Continuous Glucose Monitoring
On this page:
- What is continuous glucose monitoring?
- How does a continuous glucose monitor work?
- Who can use a continuous glucose monitor?
- What are the different types of continuous glucose monitors?
- What are some features of continuous glucose monitors?
- What are the benefits of a continuous glucose monitor?
- What issues could you have while using a continuous glucose monitor?
- What is an artificial pancreas?
- How does NIDDK support research on continuous glucose monitors?

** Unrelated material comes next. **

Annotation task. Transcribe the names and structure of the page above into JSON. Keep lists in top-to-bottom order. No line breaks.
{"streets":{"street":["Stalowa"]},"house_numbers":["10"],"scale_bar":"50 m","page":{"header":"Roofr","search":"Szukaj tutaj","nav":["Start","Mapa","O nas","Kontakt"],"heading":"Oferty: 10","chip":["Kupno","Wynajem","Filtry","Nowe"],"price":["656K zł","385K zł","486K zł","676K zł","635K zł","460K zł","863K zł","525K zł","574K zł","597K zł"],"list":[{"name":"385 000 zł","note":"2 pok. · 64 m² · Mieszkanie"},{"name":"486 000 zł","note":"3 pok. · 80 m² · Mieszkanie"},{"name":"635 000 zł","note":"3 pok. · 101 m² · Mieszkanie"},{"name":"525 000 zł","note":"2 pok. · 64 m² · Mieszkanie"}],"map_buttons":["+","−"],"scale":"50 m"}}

- Clinical Trials on Continuous Glucose Monitors
What is continuous glucose monitoring?
Continuous glucose monitoring means using a device to automatically estimate your blood glucose level, also called blood sugar, throughout the day and night. You can see what your blood glucose level is at any time. You can also review how your blood glucose level changes over a few hours or days and spot trends.
Seeing your blood glucose levels in real time can help you make more informed decisions about the food and beverages you consume, the physical activity you do, and the medicines you take. Keeping your blood glucose level in your target range can help prevent other health problems caused by diabetes.
How does a continuous glucose monitor work?
A continuous glucose monitor (CGM) estimates what your glucose level is every few minutes and keeps track of it over time.
A CGM has three parts. First, there is a tiny sensor that can be inserted under your skin, often the skin on your belly or arm, with a sticky patch that helps it stay there. These sensors are called disposable sensors. Another type of CGM sensor—called an implantable sensor—may be placed inside your body. CGM sensors estimate the glucose level in the fluid between your cells, which is very similar to the glucose level in your blood. Sensors must be replaced at specific times, such as every few weeks, depending on the type of sensor you have.
The second part of the CGM is a transmitter. The transmitter sends the information, without using wires, to the third part, a software program that is stored on a smartphone, on an insulin pump, or on a separate device called a receiver.
Who can use a continuous glucose monitor?
Your doctor may recommend that you use a CGM if you need insulin to manage type 1 diabetes, type 2 diabetes, or another form of diabetes. Talk with your doctor about whether using a CGM could help you manage your diabetes.
Doctors can prescribe CGMs for adults and children. Some models can be used for children as young as 2 years old.
Your doctor may suggest using a CGM all the time or only for a few days to help adjust your diabetes care.
What are the different types of continuous glucose monitors?
All CGMs estimate blood glucose levels, but they store and display the information in different ways.
Some CGMs send and display information to your smartphone or receiver automatically. These CGMs are called “real-time” CGM devices. Another type of CGM, called “intermittent-scan,” estimates glucose levels continuously. But you will need to scan the CGM with a separate receiver or smartphone every few hours to view and store the data. A third type of CGM collects data about your blood glucose level for your doctor to download and review later. Doctors provide this type of CGM to check on your diabetes care, and you wear it for a limited time.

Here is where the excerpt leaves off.